If Terry Moyemont and Terri Stanley were to read one’s palm, the pair would more likely identify an exotic tree than trace a life line.
The dynamic island duo – Moyemont is a noted photographer and documentary filmmaker, Stanley is a landscape designer – have opened an island greenhouse with a distinctly Mediterranean flavor.
“We wanted to do something positive about life and beauty,” Stanley said, “no matter what else was going on in the world.”
Dubbed Mesogeo – Greek for “Middle of the Earth” – the greenhouse on Roberts Road offers Mediterranean and tropical exotics like the Solanum c. purpureum that features 2-foot fuzzy purple leaves, and the purple-striped hearty ginger.
The particular beauty of many of the Mediterrano, from locales as far-flung as South Africa and southwest Australia, and thriving in the five Mediterranean zones, is their foliage.

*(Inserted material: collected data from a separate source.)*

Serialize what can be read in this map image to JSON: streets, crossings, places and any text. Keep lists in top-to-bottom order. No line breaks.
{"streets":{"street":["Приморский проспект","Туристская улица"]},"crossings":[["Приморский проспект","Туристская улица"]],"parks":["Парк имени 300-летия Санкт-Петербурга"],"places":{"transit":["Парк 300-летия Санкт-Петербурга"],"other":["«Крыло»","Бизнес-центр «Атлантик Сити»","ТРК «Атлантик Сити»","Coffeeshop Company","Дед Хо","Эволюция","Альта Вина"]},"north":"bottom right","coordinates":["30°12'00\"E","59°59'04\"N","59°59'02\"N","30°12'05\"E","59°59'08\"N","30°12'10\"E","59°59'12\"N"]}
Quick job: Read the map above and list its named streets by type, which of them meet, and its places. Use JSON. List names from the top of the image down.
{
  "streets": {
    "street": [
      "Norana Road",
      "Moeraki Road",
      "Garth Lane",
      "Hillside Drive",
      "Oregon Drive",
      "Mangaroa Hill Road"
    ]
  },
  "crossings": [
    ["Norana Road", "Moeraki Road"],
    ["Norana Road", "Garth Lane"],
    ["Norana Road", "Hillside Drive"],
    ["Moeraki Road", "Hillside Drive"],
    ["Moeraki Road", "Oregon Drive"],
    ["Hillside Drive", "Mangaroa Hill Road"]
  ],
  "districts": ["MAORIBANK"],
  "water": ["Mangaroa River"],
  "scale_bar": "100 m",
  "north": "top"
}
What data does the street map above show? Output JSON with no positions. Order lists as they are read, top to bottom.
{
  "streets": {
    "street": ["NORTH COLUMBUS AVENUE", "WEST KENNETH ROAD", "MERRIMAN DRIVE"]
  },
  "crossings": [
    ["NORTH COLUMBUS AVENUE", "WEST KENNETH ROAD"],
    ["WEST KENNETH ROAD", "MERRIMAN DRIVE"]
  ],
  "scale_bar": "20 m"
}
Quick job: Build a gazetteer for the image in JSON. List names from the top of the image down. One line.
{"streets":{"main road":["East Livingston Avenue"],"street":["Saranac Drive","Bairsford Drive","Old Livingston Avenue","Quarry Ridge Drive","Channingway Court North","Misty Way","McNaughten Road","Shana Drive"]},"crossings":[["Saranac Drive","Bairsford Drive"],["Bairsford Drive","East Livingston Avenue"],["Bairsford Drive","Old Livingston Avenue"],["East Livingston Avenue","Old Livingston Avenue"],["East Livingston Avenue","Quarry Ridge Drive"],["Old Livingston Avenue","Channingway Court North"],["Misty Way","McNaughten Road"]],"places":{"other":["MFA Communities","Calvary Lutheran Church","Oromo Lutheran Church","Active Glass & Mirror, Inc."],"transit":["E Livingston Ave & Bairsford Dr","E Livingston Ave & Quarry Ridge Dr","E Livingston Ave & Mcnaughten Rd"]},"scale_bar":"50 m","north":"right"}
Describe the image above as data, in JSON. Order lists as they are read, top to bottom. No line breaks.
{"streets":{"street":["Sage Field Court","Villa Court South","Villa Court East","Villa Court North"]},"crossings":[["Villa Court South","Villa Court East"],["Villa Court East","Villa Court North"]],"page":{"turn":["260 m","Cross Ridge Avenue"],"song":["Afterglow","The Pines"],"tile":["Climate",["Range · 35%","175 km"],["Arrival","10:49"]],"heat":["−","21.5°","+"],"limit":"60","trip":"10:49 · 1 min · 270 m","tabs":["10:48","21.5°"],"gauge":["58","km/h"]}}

“There’s a tremendous architectural strength to their leaves,” Stanley said. “Look at the palms, the agaves.”
The new greenhouse is a living catalogue of sculptural form.
A 15-year-old Yucca rigida resembles a miniature date palm, with fronds emerging from a small but sturdy trunk. The Morrocan sage grows large aromatic leaves.
“I think this is an aphrodisiac,” Stanley said. “Put this one in your bath.”
Some offerings have medicinal qualities to recommend them, like the South African Aloe ferox used for digestive ills.
“It’s not hearty in this climate,” Stanley said, “but it’s too fun to resist.”
Most of the greenhouse offerings are well-suited to the Pacific Northwest Zone 8 climate, which is also the northernmost Mediterranean zone.
“We do have dry summers – we are one zone away from southern France and Italy,” Stanley said. “There are a lot of plants we can grow.”
Stanley and Moyemont enjoy support among local proponents of the “tropicalismo Mediterranean movement.”
Long-established island gardens like Linda Cochran’s and Little and Lewis’ combine artworks in bold colors with the strong Mediterranean plant shapes to form the nucleus of a growing number of interested West Coast gardeners.
The design is 180 degrees from the English garden composed of “a whole bunch of little flowers,” Moyemont says.
The greenhouse concept grew from extended stays on Crete, where the pair were renovating a house.
Stanley had already fallen under the spell of the Greek landscape when, by chance, she found a garden book, Jacqueline Tyrwhitt’s “A Garden on a Greek Hillside,” in a market.
“I had been looking for clues as to how to handle the practicalities of designing a garden in Greece,” Stanley said.
The book led the couple to the Mediterranean Garden Society, a collaboration on their own book of photographs and text featuring both Bainbridge and Mediterranean gardens, and ultimately to Mesogeo.
They researched the history of contemporary Mediterranean gardening, reaching as far back as ancient Egypt and Mesopotamia.
Moyemont and Stanley toured Mediterranean gardens from Barcelona to Marrakech.
They visited the contained, walled garden of the garden-keeper’s cottage in a Tuscan villa and then an ancient garden with a grove of olive trees 2,000 years old.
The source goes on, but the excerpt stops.